■ **Supplied information**
== Segment start ==

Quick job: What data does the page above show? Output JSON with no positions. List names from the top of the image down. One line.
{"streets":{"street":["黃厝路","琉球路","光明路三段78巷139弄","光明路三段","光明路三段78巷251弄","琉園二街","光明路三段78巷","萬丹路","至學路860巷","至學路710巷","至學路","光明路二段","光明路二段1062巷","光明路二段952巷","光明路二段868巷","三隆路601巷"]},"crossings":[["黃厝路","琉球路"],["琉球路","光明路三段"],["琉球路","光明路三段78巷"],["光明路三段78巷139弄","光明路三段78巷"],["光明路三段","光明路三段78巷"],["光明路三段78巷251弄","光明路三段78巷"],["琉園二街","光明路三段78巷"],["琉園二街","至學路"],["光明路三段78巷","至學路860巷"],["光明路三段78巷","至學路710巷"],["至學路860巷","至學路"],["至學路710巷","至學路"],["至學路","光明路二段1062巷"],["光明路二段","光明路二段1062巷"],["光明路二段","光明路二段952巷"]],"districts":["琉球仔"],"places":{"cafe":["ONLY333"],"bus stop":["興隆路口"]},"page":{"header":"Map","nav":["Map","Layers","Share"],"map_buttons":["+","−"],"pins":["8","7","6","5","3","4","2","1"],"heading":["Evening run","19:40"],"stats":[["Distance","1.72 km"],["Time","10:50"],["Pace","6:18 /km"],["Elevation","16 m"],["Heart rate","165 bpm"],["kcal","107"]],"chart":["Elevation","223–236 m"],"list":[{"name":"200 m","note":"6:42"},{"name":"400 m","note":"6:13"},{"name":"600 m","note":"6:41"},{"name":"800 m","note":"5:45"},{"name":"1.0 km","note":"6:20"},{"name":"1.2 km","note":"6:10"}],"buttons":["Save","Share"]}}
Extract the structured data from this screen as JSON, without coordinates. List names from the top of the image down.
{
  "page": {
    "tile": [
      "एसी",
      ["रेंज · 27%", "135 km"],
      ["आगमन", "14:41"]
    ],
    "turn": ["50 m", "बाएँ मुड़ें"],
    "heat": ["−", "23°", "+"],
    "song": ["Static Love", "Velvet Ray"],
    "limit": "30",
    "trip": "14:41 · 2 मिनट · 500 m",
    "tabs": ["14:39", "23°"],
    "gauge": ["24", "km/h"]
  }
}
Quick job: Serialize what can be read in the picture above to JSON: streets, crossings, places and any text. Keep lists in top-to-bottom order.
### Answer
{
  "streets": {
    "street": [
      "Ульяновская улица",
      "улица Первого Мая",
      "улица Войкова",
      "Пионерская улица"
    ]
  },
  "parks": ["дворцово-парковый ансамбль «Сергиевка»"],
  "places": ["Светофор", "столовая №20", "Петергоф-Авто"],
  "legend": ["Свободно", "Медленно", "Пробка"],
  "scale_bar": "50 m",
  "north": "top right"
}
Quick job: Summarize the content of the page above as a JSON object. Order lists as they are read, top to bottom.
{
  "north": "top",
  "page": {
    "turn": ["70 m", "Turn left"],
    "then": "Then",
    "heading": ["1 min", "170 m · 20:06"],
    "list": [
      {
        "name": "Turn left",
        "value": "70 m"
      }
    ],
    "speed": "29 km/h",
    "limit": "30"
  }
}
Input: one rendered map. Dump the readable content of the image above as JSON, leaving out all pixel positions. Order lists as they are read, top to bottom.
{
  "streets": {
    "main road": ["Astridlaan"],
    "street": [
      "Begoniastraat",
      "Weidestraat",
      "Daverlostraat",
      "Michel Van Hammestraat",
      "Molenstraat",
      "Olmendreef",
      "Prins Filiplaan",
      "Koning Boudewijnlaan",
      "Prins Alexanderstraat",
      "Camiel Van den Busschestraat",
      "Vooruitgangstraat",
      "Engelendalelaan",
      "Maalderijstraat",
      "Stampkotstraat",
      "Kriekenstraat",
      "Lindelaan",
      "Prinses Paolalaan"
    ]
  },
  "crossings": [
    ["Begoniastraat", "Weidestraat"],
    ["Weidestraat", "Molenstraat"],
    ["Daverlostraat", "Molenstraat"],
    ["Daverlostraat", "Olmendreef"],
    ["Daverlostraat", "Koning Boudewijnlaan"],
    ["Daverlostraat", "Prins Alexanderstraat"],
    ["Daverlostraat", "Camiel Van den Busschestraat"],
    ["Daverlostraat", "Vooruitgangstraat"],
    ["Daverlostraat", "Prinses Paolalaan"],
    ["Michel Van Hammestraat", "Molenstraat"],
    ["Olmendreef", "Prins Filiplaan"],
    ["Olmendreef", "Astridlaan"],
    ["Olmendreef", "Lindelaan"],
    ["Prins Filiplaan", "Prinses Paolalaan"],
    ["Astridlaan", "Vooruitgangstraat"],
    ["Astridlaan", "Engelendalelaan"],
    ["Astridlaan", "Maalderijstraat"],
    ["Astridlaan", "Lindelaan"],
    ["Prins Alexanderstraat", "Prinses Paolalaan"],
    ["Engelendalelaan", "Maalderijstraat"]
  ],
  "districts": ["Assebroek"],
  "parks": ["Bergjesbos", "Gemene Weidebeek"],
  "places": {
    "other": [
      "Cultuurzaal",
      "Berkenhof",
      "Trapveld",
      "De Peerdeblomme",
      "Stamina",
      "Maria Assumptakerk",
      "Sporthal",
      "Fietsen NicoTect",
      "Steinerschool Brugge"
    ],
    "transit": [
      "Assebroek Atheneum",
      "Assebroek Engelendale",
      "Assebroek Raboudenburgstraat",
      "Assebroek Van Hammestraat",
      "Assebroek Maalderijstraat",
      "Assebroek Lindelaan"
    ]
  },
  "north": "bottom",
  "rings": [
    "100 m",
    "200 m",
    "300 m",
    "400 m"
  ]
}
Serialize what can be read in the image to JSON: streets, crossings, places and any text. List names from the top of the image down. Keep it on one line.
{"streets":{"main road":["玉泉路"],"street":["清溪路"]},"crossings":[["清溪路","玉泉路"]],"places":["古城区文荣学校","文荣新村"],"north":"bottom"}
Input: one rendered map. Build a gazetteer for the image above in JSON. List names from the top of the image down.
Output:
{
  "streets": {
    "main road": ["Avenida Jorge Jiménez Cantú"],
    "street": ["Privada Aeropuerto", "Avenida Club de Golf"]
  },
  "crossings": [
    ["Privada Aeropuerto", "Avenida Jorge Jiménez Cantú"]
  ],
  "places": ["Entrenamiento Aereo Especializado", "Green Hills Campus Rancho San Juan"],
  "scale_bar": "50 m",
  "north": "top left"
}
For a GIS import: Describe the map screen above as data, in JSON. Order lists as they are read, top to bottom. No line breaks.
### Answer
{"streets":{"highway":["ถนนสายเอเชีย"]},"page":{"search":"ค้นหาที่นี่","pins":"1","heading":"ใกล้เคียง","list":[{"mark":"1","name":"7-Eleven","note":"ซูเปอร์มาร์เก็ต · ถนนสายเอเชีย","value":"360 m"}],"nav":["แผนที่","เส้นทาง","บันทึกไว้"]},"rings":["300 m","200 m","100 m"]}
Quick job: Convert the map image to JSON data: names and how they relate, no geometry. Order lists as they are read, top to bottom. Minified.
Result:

== Segment end ==

■ **Task**
Return exactly the line that contains "Quick job: Convert" and every line after it, through the last line of the records.

■ **Task answer**
Quick job: Convert the map image to JSON data: names and how they relate, no geometry. Order lists as they are read, top to bottom. Minified.
Result:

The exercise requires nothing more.